Megavoltage X-rays are produced by linear accelerators ("linacs") operating at voltages in excess of 1000 kV (1 MV) range, and therefore have an energy in the MeV range. The voltage in this case refers to the voltage used to accelerate electrons in the linear accelerator and indicates the maximum possible energy of the photons which are subsequently produced. They are used in medicine in external beam radiotherapy to treat neoplasms, cancer and tumors. Beams with a voltage range of 4-25 MV are used to treat deeply buried cancers because radiation oncologists find that they penetrate well to deep sites within the body. Lower energy x-rays, called orthovoltage X-rays, are used to treat cancers closer to the surface.

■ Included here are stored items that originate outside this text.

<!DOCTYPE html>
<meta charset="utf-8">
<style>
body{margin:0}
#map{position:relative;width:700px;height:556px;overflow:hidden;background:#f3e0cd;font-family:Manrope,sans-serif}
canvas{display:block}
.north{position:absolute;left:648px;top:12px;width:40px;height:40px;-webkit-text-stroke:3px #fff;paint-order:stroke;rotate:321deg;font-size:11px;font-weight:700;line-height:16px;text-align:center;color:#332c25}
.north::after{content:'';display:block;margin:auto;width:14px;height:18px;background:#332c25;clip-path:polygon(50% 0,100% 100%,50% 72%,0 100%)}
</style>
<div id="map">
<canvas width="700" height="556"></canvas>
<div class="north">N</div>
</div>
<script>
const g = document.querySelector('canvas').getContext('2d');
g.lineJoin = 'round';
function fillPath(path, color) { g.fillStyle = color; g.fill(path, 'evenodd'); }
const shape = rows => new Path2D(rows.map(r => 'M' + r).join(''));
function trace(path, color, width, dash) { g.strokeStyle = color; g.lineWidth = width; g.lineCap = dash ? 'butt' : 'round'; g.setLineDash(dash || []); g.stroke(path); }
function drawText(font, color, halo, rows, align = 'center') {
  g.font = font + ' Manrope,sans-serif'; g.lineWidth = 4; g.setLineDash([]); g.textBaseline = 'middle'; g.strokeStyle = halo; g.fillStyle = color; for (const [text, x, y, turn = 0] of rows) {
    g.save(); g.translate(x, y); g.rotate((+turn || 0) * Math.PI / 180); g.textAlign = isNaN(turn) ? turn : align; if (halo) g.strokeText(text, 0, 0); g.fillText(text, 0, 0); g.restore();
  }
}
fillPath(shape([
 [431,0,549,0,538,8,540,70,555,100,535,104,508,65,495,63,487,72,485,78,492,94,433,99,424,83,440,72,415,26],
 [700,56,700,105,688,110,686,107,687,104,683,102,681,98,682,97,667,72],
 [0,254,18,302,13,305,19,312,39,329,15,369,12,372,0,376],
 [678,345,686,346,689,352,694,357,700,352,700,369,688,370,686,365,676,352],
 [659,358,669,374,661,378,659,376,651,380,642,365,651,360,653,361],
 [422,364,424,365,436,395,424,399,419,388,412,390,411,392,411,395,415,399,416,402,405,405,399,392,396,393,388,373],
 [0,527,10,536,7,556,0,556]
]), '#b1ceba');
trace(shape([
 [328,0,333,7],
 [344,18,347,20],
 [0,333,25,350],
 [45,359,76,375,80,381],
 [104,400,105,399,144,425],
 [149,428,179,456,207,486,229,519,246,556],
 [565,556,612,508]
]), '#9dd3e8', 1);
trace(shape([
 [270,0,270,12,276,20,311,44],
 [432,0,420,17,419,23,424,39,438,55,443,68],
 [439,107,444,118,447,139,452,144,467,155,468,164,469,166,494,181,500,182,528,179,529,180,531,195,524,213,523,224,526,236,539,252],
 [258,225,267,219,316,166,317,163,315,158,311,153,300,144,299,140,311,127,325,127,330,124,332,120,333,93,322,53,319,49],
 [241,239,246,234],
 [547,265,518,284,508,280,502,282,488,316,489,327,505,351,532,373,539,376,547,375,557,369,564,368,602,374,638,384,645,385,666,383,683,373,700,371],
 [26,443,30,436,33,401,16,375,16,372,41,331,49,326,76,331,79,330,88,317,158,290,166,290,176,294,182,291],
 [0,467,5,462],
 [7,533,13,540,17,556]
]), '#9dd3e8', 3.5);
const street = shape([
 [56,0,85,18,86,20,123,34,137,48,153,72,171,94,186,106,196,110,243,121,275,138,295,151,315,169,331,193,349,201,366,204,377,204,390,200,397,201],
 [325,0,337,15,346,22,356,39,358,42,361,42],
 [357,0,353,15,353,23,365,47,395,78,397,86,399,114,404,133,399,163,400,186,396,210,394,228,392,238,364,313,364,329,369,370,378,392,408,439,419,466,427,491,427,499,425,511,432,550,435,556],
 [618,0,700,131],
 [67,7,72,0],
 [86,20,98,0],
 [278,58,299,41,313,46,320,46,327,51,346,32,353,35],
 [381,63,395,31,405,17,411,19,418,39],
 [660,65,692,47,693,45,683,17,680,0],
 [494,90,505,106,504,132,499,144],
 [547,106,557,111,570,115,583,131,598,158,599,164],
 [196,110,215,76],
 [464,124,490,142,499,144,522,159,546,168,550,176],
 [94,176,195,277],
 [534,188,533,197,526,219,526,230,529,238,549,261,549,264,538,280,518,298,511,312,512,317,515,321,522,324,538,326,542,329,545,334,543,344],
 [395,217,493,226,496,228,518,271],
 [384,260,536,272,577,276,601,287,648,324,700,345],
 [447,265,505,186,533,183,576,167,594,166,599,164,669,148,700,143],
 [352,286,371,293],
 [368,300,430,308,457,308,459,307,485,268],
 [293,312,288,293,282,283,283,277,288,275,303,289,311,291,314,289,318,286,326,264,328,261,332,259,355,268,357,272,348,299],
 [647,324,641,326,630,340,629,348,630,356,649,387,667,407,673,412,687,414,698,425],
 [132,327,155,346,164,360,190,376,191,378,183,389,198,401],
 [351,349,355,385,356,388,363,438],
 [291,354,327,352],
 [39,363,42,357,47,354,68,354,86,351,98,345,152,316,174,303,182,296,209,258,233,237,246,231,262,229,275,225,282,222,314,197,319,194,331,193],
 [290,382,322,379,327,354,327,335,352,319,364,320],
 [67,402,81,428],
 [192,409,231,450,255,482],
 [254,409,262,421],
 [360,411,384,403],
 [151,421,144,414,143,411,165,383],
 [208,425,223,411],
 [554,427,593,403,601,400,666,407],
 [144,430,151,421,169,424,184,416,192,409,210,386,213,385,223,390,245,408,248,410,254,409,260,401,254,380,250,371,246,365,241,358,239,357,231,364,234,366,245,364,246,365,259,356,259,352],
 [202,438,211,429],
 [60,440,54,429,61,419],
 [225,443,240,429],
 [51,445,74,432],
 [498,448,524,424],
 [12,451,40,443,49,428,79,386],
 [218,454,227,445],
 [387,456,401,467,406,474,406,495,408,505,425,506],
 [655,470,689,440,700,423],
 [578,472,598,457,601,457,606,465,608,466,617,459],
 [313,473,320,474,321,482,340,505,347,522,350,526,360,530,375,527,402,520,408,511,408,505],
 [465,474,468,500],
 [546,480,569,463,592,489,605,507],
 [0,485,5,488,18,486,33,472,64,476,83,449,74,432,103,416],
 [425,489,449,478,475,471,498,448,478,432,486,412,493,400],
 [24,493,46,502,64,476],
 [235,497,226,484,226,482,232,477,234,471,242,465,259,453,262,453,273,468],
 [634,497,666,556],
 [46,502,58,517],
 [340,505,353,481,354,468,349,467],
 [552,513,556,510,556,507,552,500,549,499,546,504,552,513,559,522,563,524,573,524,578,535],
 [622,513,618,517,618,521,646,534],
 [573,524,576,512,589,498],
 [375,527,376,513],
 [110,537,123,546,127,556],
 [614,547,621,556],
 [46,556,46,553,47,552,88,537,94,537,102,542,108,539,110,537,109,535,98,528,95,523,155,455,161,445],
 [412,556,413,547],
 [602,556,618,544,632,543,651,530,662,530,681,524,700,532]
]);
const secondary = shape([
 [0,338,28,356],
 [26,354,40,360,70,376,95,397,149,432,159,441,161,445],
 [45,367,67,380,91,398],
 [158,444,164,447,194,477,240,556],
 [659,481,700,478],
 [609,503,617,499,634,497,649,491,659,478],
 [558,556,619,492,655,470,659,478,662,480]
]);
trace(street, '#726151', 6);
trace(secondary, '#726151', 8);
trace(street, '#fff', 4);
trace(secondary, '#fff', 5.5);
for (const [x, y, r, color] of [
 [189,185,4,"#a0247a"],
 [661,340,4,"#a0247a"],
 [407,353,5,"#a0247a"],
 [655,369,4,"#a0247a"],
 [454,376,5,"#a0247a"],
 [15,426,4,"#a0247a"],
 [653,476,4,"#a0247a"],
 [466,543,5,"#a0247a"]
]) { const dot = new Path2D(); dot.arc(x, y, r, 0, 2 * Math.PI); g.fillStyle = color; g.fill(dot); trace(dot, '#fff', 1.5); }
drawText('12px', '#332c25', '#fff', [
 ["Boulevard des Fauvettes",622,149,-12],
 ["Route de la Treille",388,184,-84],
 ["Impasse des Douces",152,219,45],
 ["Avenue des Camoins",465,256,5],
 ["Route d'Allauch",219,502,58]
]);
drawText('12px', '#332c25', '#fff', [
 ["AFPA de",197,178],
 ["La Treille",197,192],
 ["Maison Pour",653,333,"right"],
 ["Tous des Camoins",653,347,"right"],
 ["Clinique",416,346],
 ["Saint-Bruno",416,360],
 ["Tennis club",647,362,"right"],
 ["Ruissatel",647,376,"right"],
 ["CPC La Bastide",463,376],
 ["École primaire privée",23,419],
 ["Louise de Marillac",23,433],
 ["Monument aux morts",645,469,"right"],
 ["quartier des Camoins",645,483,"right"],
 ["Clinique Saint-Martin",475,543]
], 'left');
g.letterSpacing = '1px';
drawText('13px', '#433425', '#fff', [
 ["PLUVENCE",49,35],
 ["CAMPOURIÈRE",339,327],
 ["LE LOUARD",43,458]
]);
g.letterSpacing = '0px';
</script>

Megavoltage x-rays are preferred for the treatment of deep lying tumours as they are attenuated less than lower energy photons, and will penetrate further, with a lower skin dose. Megavoltage X-rays also have lower relative biological effectiveness than orthovoltage x-rays. These properties help to make megavoltage x-rays the most common beam energies typically used for radiotherapy in modern techniques such as IMRT.

==History==
The use of megavoltage x-rays for treatment first became widespread with the use of Cobalt-60 machines in the 1950s. However prior to this other devices had been capable of producing megavoltage radiation, including the 1930s Van de Graaff generator and betatron.